When Hadron eventually dies, she feels freed. After an abrupt proposal from her cousin (who gets a bruise from her fist in response), she leaves to seek out the True Dragons of legend. On the journey she learns that her true father Marik has promised her as a demon sacrifice since before her birth, in payment for the making of an artifact that allows the user to see distant people and places.

She finds a ship to the Dragon Isle for the Lansip harvest that used to occur every ten years, but no ship has returned from the trip in over 100 years due to the violent storms that lie between Kolmar and the Dragon Isle. After travelling on the ship with her father Marik lurking dangerously on board, she makes it safely to the Dragon Isle and meets Akhor, the mighty silver-scaled king of the Kantri (known to humans as "dragons"). She seeks him out with the two words that she utters on instinct, that he respects her instantly for; 'My brother?' Akhor, weary of the 'ferrinshadik' (a longing to know the mind of another species, similar to what Lanen herself feels), reveals himself, and discovers that Lanen alone of the humans (Gedri) he has ever known, is capable of hearing and replying in Truespeech, the Kantri form of telepathy. It is a trait all the Kantri share.

Lanen meets Akhor, and for the first time since the Kantri departed the mainland, Kantri and Gedri are once again communicating with one another. Their meetings must be secret and both must break the rules of their people in order to meet with each other.

In a madly short time they fall in love, knowing even as it happens that it is folly. When Lanen is horribly burned while helping Mirazhe, another of the Kantri, to give birth to the first dragon child born for many years, Akhor is terrified that she will die of her injuries and reluctantly delivers her into the hands of the only healer on the island - an ally of Marik's.

Lanen is swiftly healed by the skilled ministrations of Marik's Healer, Maikel (Healers are humans who can wield a magical power to heal others), but is then spirited away by Marik, who intends to sacrifice Lanen to a demon in order to pay off a dark debt he has long owed. Lanen is kept ensorcelled and unable to call for aid, but Akhor learns of her plight from Rella, a human who came to the island ostensibly to gather Lansip leaves (which are worth their weight in silver due to their special healing properties), but she is actually a member of an order of spies, and she was hired to protect Lanen.

Akhor saves Lanen in the nick of time, slaying the demon lord Lanen was to be sacrificed to, but Marik and his demon-caller ally Caderan avoid Akhor's notice.
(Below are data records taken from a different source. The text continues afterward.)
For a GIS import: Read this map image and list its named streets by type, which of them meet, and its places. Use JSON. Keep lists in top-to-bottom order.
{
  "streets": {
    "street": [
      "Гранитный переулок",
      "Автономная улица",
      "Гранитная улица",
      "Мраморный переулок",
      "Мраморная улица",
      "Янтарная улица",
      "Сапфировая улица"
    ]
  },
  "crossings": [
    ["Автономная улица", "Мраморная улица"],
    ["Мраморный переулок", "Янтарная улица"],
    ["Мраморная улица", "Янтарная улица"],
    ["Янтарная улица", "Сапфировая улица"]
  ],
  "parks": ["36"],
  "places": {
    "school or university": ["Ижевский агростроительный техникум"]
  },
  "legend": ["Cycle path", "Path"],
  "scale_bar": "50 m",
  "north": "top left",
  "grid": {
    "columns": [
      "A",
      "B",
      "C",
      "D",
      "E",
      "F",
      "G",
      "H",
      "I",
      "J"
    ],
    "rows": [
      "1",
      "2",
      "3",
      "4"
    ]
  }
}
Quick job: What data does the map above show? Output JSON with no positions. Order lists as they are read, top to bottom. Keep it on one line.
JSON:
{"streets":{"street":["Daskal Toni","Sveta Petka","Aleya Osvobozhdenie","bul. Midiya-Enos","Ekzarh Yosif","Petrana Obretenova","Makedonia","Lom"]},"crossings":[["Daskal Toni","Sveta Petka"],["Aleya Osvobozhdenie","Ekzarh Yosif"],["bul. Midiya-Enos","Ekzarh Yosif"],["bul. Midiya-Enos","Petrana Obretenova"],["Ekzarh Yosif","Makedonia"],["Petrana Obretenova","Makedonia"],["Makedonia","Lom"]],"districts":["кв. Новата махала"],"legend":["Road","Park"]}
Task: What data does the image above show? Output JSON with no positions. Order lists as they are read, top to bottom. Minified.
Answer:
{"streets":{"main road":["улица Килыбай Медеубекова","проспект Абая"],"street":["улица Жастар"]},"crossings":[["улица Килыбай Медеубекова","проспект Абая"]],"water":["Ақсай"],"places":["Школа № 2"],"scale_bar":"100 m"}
The assembled Council of the Kantri soon learn of Lanen and Akhor's love, and their transgressions, and are prepared to sentence them to exile or death when Lanen manages to sway them incline them to mercy with an impassioned speech in defense of their actions.

However, during Lanen's speech, Marik, consumed by greed, comes and steals the Soulgems of the Lost, a precious and irreplaceable treasure of the Kantri, while they are distracted. Akhor and two other of the Kantri pursue Marik back to his camp and a battle ensues, for Marik and his demon-calling servant Caderan had prepared for the possibility of a fight and so had demonic powers and items ready to oppose the Kantri with. Caderan is slain and Marik is driven insane, but Akhor suffers terrible wounds at Marik's hands and Rishkaan, one of the other kantri present at the fight, is killed.

Akhor as an entity dies of his wounds, but he is mysteriously transformed into human form. Together they travel back to Kolmar and are eventually married.